- Activity -
Repeat exactly the lines running from the first line of the data to the line containing "filter:drop-shadow(0 0 1px", both ends included, and nothing else; drop the pictures.

*** Opening of Excerpted records ***

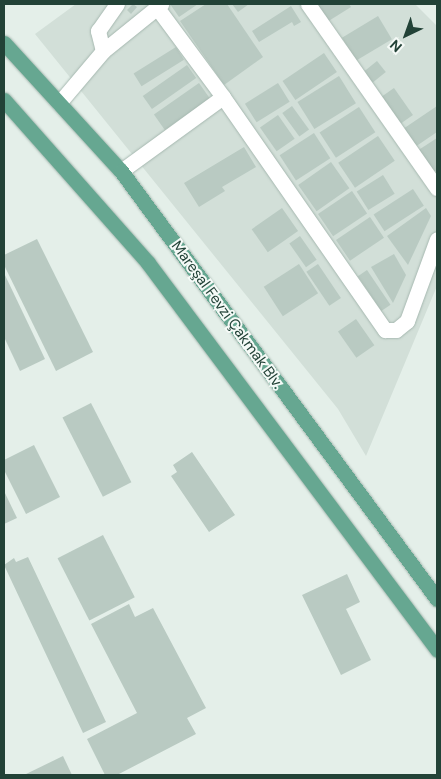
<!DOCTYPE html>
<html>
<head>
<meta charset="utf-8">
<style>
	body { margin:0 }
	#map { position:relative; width:441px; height:779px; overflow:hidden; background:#e4efe9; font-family:"DM Sans",sans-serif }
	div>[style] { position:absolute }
	.built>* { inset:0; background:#d2dfd8 }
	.building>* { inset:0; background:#b9cac2; transform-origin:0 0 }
	.roads { filter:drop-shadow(0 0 1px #a6b8b0) drop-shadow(0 0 1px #a6b8b0) }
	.minor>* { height:15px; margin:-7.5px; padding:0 7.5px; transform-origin:7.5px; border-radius:7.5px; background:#fff }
	.major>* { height:15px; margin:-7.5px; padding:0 7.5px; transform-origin:7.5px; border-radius:7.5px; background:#66a791 }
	span { translate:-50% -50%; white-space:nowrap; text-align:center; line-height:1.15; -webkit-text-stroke:4px #f5faf7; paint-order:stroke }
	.street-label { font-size:15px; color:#224237 }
	.frame { position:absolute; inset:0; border:5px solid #224237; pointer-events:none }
	.north { position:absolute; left:381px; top:10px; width:50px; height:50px; -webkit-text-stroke:4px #f5faf7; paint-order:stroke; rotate:222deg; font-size:14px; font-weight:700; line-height:20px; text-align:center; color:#224237 }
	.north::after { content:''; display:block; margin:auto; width:18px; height:22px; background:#224237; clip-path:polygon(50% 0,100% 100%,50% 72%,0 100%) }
</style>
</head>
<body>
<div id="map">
	<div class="built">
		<div style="clip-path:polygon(76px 4px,415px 4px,437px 26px,437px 286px,366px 456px,338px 409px,35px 34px)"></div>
	</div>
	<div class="building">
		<div style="clip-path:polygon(133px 4px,137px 7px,131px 14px,127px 10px)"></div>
		<div style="clip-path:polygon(170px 4px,198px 4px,179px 17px)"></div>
		<div style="clip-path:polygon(206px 4px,227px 4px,263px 57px,224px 85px,180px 21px)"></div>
		<div style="clip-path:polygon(232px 4px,249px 4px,238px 12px)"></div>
		<div style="clip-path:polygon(315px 4px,349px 4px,351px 7px,327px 22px)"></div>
		<div style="clip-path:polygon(291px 6px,301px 22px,294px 26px,292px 22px,259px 42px,252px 31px)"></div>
		<div style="left:378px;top:16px;width:27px;height:42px;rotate:59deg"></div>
		<div style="left:176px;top:47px;width:15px;height:50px;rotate:58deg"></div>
		<div style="left:324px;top:53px;width:23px;height:50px;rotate:56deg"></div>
		<div style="left:377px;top:61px;width:14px;height:22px;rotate:51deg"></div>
		<div style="left:187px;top:65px;width:16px;height:54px;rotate:55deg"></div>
		<div style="left:339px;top:76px;width:32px;height:49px;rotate:58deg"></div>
		<div style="left:199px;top:83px;width:19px;height:55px;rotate:55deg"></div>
		<div style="left:278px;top:83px;width:22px;height:39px;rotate:58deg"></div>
		<div style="left:394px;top:88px;width:33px;height:17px;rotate:55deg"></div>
		<div style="left:292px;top:106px;width:29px;height:12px;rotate:54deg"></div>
		<div style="clip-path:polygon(437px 106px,437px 132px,415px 147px,403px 129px)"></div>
		<div style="left:359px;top:107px;width:30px;height:47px;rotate:57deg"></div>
		<div style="left:278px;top:115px;width:29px;height:22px;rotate:55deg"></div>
		<div style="left:314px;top:133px;width:30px;height:41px;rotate:57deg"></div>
		<div style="left:378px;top:136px;width:30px;height:48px;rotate:56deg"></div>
		<div style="clip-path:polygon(437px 138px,437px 170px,432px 173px,417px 151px)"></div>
		<div style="clip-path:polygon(244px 147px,256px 167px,222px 187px,225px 191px,199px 207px,184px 183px)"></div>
		<div style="left:331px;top:162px;width:32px;height:40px;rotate:55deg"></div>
		<div style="left:383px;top:175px;width:22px;height:31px;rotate:58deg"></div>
		<div style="left:413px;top:189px;width:20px;height:47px;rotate:57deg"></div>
		<div style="left:352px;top:191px;width:27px;height:41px;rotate:56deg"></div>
		<div style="left:282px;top:208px;width:28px;height:37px;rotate:55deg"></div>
		<div style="clip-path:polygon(426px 208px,431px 216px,408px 265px,387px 236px)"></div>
		<div style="left:370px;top:217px;width:25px;height:41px;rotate:56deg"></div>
		<div style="left:300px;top:236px;width:29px;height:13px;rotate:55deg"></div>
		<div style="clip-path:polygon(37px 239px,93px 352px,56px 371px,4px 265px,4px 255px)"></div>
		<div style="clip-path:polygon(394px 254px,406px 275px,393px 303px,371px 267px)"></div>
		<div style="left:299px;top:264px;width:35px;height:42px;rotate:57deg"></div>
		<div style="left:318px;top:264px;width:41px;height:14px;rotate:56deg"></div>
		<div style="left:367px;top:270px;width:42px;height:11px;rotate:56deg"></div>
		<div style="clip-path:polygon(4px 273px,45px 359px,20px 371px,4px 337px)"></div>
		<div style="left:356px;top:319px;width:32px;height:22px;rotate:55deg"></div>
		<div style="left:91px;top:403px;width:89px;height:32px;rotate:63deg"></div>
		<div style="clip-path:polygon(34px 445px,60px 497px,26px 514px,4px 470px,4px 460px)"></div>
		<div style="clip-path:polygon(192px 452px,235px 515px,209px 532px,171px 476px,177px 472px,173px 465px)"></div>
		<div style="clip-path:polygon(4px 491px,17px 518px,4px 524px)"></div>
		<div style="left:103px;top:535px;width:70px;height:51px;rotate:63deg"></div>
		<div style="clip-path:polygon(28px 557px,106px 722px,83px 733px,4px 565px,14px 558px,16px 562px)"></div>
		<div style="clip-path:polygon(347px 574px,360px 602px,346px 609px,371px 660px,341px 675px,302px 595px)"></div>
		<div style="clip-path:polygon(129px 604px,135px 617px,153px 608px,206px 708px,187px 718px,196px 734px,117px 775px,105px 775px,87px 739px,137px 713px,91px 624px)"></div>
		<div style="clip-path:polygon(63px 756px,72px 775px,24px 775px)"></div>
	</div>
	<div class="roads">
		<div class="minor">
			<div style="left:308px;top:4px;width:225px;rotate:55deg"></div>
			<div style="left:158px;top:9px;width:109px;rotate:53.5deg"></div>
			<div style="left:223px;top:97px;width:284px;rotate:55.2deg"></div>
			<div style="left:385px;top:330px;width:11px"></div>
			<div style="left:396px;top:330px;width:14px;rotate:-39deg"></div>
			<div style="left:407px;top:321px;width:87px;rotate:-69.9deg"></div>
			<div style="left:103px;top:51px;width:21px;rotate:-104deg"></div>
			<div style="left:98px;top:31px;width:33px;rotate:-55deg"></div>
			<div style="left:59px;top:103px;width:68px;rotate:-49.8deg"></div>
			<div style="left:103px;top:51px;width:75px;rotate:-39deg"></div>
			<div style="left:121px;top:171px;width:126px;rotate:-36deg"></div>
		</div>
		<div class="major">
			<div style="left:4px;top:43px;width:173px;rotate:47.6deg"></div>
			<div style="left:121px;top:171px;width:532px;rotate:53.56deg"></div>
			<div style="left:4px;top:100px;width:217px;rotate:48.5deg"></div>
			<div style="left:148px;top:263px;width:483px;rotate:53.2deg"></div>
		</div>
	</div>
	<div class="street-label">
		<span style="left:227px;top:315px;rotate:54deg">Mareşal Fevzi Çakmak Blv.</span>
	</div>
	<div class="frame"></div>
	<div class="north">N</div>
</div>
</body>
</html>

*** Close of Excerpted records ***

- Finished task -
<!DOCTYPE html>
<html>
<head>
<meta charset="utf-8">
<style>
	body { margin:0 }
	#map { position:relative; width:441px; height:779px; overflow:hidden; background:#e4efe9; font-family:"DM Sans",sans-serif }
	div>[style] { position:absolute }
	.built>* { inset:0; background:#d2dfd8 }
	.building>* { inset:0; background:#b9cac2; transform-origin:0 0 }
	.roads { filter:drop-shadow(0 0 1px #a6b8b0) drop-shadow(0 0 1px #a6b8b0) }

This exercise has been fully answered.